Among the entries, find the lines with the string "positions" and copy them.
----- GIVEN INFORMATION
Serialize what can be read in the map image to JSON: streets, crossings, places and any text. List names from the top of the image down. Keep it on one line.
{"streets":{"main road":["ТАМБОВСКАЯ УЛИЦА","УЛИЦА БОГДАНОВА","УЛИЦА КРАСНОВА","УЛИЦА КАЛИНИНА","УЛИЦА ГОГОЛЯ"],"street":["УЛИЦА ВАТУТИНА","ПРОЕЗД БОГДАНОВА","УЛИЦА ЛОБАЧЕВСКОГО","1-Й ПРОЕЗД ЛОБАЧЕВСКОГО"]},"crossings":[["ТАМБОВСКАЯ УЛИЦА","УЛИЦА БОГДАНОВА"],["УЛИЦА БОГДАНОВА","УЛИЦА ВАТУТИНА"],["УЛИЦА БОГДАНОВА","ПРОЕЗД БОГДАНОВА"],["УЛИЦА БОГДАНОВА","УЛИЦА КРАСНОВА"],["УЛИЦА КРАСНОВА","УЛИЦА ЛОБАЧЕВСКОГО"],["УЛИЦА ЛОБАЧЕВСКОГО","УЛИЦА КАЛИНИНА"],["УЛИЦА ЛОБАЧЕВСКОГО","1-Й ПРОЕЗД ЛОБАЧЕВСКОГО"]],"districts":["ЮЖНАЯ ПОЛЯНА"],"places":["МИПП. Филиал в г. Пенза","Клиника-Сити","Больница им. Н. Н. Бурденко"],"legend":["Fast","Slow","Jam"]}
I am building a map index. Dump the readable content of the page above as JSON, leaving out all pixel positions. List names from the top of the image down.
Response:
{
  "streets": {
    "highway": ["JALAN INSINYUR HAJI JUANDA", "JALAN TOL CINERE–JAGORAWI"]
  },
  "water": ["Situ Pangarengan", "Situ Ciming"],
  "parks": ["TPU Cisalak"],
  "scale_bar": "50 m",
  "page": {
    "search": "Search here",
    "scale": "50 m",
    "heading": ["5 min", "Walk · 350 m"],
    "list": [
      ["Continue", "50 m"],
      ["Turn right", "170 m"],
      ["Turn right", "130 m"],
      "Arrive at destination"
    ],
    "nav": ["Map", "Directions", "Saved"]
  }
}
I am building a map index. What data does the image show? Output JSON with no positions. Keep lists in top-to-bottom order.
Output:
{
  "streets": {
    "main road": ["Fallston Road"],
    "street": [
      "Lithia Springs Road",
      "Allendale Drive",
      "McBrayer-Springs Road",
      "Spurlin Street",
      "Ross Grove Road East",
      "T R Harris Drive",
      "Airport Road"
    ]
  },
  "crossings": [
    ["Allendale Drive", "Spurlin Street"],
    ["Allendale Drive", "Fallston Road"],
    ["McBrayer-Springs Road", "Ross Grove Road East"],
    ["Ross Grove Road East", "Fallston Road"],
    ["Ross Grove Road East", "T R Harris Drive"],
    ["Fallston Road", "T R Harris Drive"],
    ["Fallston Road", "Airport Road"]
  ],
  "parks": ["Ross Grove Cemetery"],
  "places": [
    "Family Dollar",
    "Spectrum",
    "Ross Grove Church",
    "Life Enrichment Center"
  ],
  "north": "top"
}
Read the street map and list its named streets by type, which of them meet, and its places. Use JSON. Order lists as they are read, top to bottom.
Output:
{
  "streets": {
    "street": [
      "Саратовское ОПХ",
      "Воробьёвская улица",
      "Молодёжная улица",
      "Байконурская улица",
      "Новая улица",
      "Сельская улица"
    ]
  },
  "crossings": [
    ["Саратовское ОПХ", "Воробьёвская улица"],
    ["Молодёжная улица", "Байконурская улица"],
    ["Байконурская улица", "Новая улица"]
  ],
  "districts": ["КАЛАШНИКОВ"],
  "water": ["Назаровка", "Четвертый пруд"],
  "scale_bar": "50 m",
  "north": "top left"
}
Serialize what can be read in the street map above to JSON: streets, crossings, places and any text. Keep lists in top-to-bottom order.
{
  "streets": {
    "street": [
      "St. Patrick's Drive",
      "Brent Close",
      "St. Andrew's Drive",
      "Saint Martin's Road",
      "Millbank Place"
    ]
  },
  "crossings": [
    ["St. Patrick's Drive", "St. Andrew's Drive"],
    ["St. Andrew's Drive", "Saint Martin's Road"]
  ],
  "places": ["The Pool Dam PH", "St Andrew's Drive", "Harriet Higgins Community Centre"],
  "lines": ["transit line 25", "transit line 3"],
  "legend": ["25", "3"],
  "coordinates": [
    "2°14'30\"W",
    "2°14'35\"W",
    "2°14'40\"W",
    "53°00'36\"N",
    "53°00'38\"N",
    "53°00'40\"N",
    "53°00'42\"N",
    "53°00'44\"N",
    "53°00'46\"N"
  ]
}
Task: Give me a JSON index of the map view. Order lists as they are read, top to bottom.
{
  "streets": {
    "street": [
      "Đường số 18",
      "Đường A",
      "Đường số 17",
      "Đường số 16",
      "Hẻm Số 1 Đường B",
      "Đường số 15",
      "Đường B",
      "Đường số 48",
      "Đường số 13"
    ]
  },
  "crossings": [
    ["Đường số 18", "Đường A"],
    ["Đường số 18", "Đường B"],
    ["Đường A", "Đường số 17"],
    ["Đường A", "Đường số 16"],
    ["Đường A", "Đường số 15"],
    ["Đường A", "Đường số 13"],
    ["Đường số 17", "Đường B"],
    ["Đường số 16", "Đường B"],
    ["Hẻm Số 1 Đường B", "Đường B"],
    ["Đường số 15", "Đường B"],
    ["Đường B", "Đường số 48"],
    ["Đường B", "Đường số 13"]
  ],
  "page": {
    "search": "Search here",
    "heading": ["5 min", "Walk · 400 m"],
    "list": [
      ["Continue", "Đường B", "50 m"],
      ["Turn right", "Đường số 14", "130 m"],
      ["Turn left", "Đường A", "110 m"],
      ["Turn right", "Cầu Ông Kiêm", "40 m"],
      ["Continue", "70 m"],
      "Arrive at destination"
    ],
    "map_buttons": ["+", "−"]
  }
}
----------
RESPONSE AREA ->
I am building a map index. Dump the readable content of the page above as JSON, leaving out all pixel positions. List names from the top of the image down.
I am building a map index. What data does the image show? Output JSON with no positions. Keep lists in top-to-bottom order.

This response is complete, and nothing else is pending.